I wasn't really on the front lines for any of this (although I was in the house to watch UCONN and GTown), but for much of the week I was working in the office at the Post as everything developed. It was craziness, editors that usually work 9-5 schedules working through the night and me having very little time to do any blogging. What was I doing? Well, you can read a profile I did for the paper on UConn's Jerome Dyson as well as four stories about high school wrestling that be viewed here, here, here, and here. I would include the GTown and Capitals stories I did for the Express, but alas, their website is really messed up and you can only view the .pdf of the paper.
But through it all I got to see the side of the newspaper/media business that I hadn't really seen since my New York Sun days. That being the ideal of the scoop. See, in my opinion, The Post got its ass handed to it on the original reporting of both the Arenas and Shanahan stories. The New York Post's Peter Vescey broke the original report of a western shootout between Gilbert and Javaris Crittenton in the Wiz locker room. In Shanahan's case, it was Michigan Daily alum Adam Schefter driving the news cycle.
The first instinct is to criticize the Post for this, because well, they got beat on two of the biggest sport stories to happen in DC in recent memory. But here's what some people don't always realize. Do you really think Peter Vescey got his source for that story from the Wizards? Considering the NBA league offices are in New York City, I'm almost 100 percent positive it got leaked by someone up there. With Shanahan, I think it was generally overlooked that Schefter wrote Shanahan's book, "Think like a Champion", which came out in 1999, and that every time "sources" were telling him things about the situation, the most likely person giving him that info was Shanahan himself. Also overlooked in this story was the fact that Dan Snyder and the Skins hate the Washington Post's guts even though we give them double (and sometimes triple) the coverage of any other sports team in this town.

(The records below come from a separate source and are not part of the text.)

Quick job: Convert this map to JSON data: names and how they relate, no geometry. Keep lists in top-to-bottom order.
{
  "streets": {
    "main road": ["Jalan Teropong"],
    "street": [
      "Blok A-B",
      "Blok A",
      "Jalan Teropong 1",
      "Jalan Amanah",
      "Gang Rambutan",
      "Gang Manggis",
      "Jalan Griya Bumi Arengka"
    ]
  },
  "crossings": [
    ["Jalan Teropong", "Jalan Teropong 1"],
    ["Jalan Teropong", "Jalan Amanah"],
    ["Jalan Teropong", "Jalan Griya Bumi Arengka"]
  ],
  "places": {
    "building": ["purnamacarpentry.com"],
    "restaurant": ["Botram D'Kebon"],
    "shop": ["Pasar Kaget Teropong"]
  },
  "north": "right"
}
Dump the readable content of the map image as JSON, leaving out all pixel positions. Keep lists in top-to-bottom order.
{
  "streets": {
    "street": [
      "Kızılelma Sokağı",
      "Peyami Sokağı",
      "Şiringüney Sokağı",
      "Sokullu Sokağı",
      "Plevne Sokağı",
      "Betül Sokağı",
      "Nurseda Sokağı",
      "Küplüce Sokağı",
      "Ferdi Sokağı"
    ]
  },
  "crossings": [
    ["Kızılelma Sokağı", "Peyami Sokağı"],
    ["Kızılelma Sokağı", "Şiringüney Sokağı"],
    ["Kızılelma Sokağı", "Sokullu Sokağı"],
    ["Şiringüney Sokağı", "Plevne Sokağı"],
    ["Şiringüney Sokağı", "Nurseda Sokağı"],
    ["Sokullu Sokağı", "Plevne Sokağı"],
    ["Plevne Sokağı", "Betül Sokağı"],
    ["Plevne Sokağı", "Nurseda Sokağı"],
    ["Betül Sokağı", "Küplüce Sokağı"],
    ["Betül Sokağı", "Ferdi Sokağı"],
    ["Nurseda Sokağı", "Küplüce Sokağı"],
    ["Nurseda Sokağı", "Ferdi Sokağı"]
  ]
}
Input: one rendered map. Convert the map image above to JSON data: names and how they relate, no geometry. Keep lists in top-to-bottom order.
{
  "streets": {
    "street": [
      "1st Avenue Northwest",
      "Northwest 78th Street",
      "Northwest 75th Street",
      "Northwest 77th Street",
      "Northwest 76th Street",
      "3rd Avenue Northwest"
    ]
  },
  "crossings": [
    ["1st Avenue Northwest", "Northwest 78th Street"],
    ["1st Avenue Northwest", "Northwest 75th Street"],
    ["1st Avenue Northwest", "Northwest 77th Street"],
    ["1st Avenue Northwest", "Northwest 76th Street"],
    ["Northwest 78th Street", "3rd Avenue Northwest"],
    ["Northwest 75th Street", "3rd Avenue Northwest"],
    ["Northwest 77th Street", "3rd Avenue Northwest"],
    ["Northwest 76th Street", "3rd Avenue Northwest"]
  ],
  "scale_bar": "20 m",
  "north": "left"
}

But like I said earlier, people were working their butts off in the office once these stories broke and I think my employer more than acquitted itself on both these stories in the days after news broke. First, in the Shanahan story, I think Les Carpenter's excellent feature that came out the day Shanahan was introduced as head coach really got to the crux of what could go wrong in this Redskins marriage. With it looking more and more like Snyder was talking with Shanahan throughout this season, therefore meaning Bruce Allen was handpicked by Shanahan to be general manager, I'm having second thoughts about Shanahan as the ultimate decision maker in this organization. Shanahan claims he won't use that final say power often, but his track record makes that seem highly unlikely. Because as we all know, the only person I can think of that has been able to successfully balance the roles of talent evaluator and coach has been Bill Parcells. Here's a look inside his brain:
While Shanahan's coaching prowess is widely proclaimed, he is not nearly as admired as a personnel executive. Much of the thinking is that Shanahan's lust for control and a constant belief that he was only a player or two away from the Super Bowl led him into questionable moves. ...
Shanahan often evaluated players by watching tapes of their highlights, a system employed by some in the league who believe that if you see a player at his best then he can be coached up to that ability. ...
But many league executives say the approach can become intoxicating to a coach who is confident in his ability to coach the player to that level and has the ultimate authority to choose that player. "He didn't listen to his scouts," said one NFL general manager, who asked not to be identified because he didn't want to publicly criticize another team executive.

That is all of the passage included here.